That’s why Avila is just now celebrating its first football conference championship in April, it’s been a discombobulated season. But Benavidez’ team remained focused despite the break. When they returned together as a team, with a 6-1 record at the time, Benavidez said their feet hit the ground running.

“It helped us as coaches to reinforce the fact that if we win out we’ve got a chance at the playoffs, we have a chance at a conference championship,” Benevidez said. 

The only loss in Avila’s 8-1 season came all the way back in September, in the first game of the season against Bethel. While the two teams are named co-conference champions of the KCAC, Bethel received the automatic bid into the NAIA Football Championship Series for beating Avila in the season-opening matchup.
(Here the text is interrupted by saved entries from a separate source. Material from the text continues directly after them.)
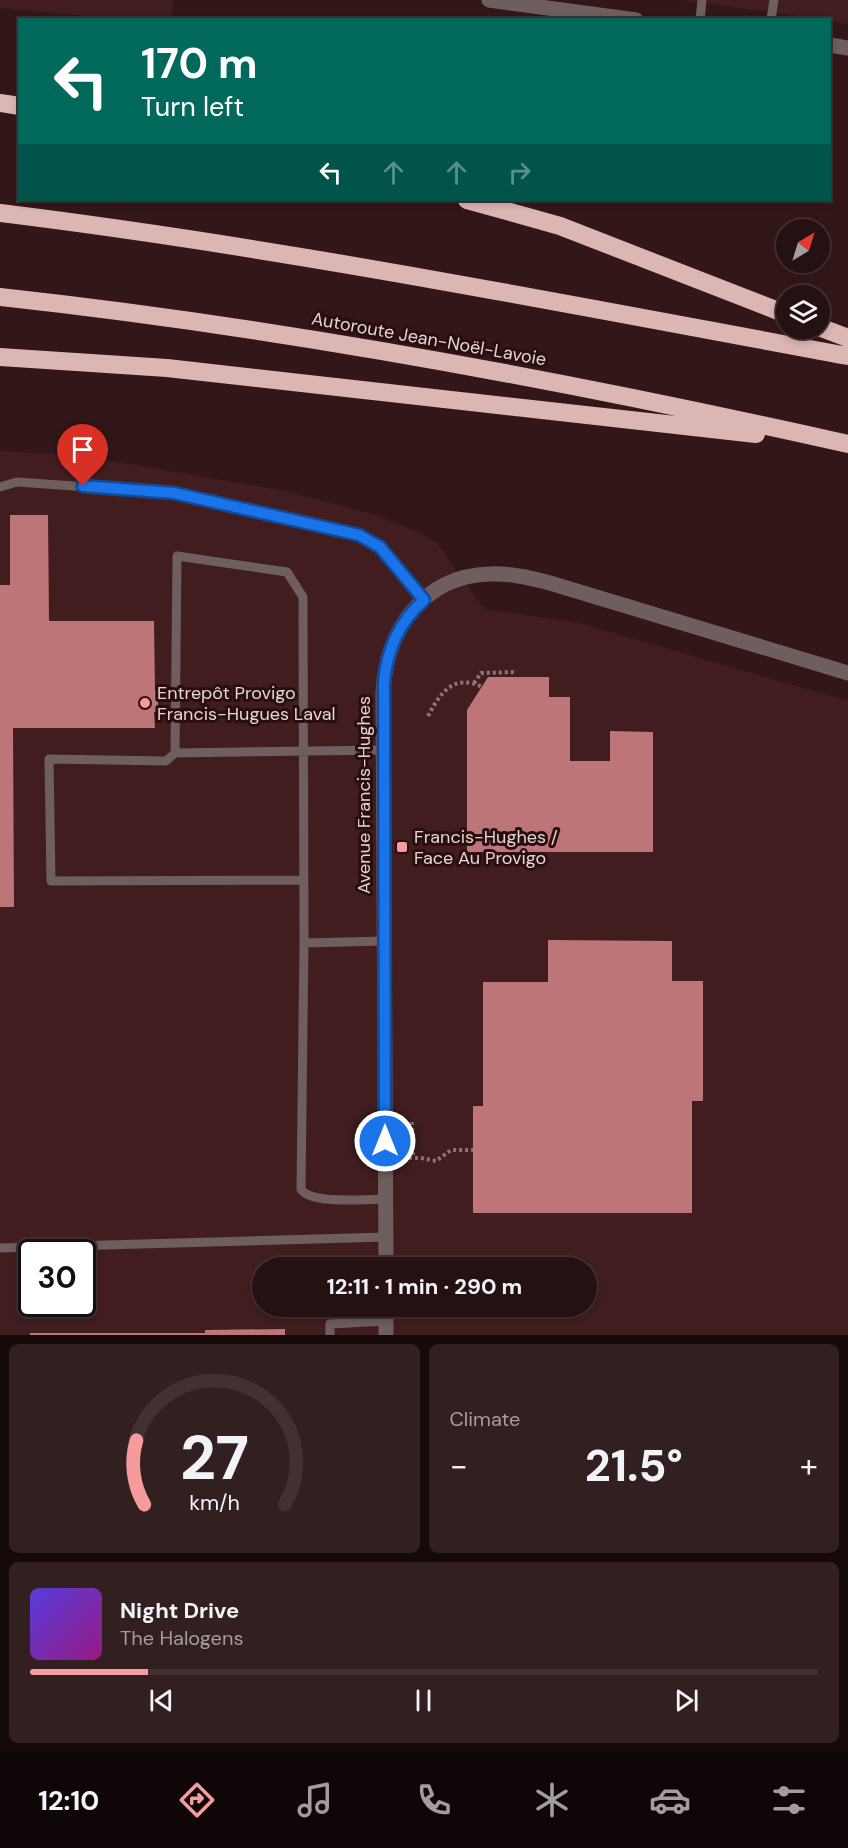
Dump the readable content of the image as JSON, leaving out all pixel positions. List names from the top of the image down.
{
  "streets": {
    "highway": ["Autoroute Jean-Noël-Lavoie"],
    "street": ["Avenue Francis-Hughes"]
  },
  "places": {
    "other": ["Entrepôt Provigo Francis-Hugues Laval"],
    "transit": ["Francis-Hughes / Face Au Provigo"]
  },
  "north": "top right",
  "page": {
    "turn": ["170 m", "Turn left"],
    "limit": "30",
    "trip": "12:11 · 1 min · 290 m",
    "tile": "Climate",
    "heat": ["−", "21.5°", "+"],
    "song": ["Night Drive", "The Halogens"],
    "tabs": "12:10",
    "gauge": ["27", "km/h"]
  }
}
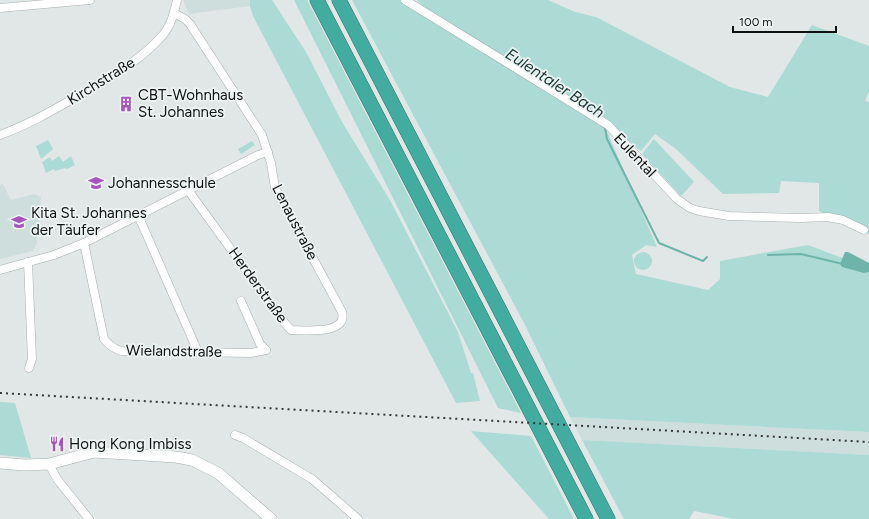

The NAIA Football Championship Series consists of 12 conference champion teams and four teams chosen for at-large bids by an NAIA selection committee. Despite Bethel taking the KCAC’s conference champion spot, Avila appeared in contention for one of the remaining four at-large bids. The Eagles had won eight straight games and beaten two teams in the NAIA top-25 coaches poll, more than any team that appeared to be in contention for the postseason. 

What stood out to Benavidez about the four teams that were selected rather than Avila is that their losses were to teams ranked in the top-10 on the NAIA coaches poll. 

“You can definitely tell the mindset of the selection committee was that a loss to a top-10 was more important than a win against the top-25,” Benevidez said.

One of the team’s that was selected ahead of the Eagles was Dordt (Iowa) which with a record of 8-2 had more losses than Avila. But those two losses came to top-ranked Morningside and sixth-ranked Northwestern.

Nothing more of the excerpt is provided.